Let's train and evaluate a very basic model to perform classification of mridangam strokes. We first use a util function in the `mirdata` Dataset class to separate the Mridangam Stroke Dataset in paticular splits. We will use [``get_random_track_splits``](https://mirdata.readthedocs.io/en/latest/source/mirdata.html#mirdata.core.Dataset.get_random_track_splits), since this dataset does not have pre-determined splits, and we will create these randomly.

In [4]:
# Loading tracks for the mirdangam dataset
mridangam_tracks = msc.dataset.load_tracks()

# Getting list of id per split
# NOTE: We use (0.9, 0.1): two splits including 90% and 10% of the whole dataset
split_dict = msc.dataset.get_random_track_splits(
    splits=(0.9, 0.1),
    split_names=("train", "validation")
)

# Get track dictionaries given the created splits
train_split = {x: mridangam_tracks[x] for x in split_dict["train"]}
evaluation_split = {y: mridangam_tracks[y] for y in split_dict["validation"]}

# Let's get random track from the created evaluation split
random.choice(list(evaluation_split.items()))

('225104',
 Track(
   audio_path="../audio/mir_dataset/mridangam_stroke_1.5/B/225104__akshaylaya__thi-b-323.wav",
   stroke_name="thi",
   tonic="B",
   track_id="225104",
   audio: The track's audio
 
         Returns,
 ))

Our class will assume that the entire dataset is used for the training process.

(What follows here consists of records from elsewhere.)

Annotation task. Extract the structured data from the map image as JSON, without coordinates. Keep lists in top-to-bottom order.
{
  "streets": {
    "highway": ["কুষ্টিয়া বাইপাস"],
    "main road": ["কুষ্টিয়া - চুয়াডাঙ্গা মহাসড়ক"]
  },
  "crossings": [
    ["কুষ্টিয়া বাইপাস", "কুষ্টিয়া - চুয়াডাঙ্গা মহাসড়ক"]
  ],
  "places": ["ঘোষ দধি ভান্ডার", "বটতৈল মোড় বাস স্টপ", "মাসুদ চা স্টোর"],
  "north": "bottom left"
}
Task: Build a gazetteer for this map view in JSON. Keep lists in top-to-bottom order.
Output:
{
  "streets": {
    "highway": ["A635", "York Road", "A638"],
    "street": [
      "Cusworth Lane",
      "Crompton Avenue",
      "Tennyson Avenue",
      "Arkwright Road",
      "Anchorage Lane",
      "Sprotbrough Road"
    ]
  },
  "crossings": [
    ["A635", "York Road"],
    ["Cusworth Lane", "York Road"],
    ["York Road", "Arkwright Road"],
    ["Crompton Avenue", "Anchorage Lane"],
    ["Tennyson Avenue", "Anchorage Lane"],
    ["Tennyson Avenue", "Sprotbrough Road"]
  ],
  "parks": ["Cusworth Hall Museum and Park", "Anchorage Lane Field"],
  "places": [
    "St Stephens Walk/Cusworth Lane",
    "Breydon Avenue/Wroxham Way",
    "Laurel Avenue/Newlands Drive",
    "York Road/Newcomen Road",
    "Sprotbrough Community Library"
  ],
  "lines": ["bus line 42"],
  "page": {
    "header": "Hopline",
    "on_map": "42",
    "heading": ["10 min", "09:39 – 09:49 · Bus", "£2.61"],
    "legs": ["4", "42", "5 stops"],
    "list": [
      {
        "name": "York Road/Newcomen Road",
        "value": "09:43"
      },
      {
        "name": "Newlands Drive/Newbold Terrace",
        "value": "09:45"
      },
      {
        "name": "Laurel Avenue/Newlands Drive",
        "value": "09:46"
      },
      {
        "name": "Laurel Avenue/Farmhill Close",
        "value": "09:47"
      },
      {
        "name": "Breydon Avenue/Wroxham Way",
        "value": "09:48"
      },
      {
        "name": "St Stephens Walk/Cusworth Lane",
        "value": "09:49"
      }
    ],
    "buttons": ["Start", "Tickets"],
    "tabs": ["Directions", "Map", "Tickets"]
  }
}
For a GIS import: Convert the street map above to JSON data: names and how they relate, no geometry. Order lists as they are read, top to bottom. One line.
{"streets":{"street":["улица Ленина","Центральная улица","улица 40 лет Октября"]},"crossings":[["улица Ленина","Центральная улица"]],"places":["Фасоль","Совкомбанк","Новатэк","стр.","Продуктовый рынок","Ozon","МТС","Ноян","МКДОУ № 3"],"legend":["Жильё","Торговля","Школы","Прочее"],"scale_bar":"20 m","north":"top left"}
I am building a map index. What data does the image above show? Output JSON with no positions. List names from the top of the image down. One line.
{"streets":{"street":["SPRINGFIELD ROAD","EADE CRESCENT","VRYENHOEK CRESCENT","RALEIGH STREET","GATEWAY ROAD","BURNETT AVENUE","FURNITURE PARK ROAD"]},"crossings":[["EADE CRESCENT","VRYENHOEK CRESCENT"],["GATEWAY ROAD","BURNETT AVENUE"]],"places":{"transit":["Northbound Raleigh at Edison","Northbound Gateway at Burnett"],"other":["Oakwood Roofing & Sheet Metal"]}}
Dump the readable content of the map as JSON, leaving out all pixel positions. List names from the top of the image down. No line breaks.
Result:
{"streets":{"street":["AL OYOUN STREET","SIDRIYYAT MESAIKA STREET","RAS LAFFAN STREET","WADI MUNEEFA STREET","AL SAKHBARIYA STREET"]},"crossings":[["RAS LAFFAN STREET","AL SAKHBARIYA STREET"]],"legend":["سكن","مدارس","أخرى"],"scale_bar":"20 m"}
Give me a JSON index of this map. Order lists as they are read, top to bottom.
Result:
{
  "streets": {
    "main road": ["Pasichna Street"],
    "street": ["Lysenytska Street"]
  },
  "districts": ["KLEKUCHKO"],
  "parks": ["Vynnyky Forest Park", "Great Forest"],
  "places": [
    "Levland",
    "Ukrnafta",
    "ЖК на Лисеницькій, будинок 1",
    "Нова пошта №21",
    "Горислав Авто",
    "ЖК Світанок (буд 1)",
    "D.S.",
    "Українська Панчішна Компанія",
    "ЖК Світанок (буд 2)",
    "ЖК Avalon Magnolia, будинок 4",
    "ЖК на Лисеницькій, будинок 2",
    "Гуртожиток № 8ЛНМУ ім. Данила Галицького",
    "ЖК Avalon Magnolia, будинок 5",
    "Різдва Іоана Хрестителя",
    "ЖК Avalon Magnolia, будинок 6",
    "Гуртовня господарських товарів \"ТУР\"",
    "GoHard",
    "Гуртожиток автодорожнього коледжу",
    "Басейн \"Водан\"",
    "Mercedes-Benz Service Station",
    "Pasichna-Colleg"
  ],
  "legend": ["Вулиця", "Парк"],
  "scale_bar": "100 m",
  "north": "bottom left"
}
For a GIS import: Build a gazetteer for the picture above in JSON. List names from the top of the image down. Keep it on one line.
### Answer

We need to update the dataset in the class with the training split.

In [5]:
msc.mridangam_tracks = train_split
msc.mridangam_ids = list(train_split.keys())

**Let's now train the model!** We will train Support Vector Machine (SVM) model using `scikit learn`. The mridangam stroke classification tool in `compiam` uses the [MusicExtraction in Essentia](https://essentia.upf.edu/streaming_extractor_music.html) to compute low-level features from the stroke recordings and feed the model.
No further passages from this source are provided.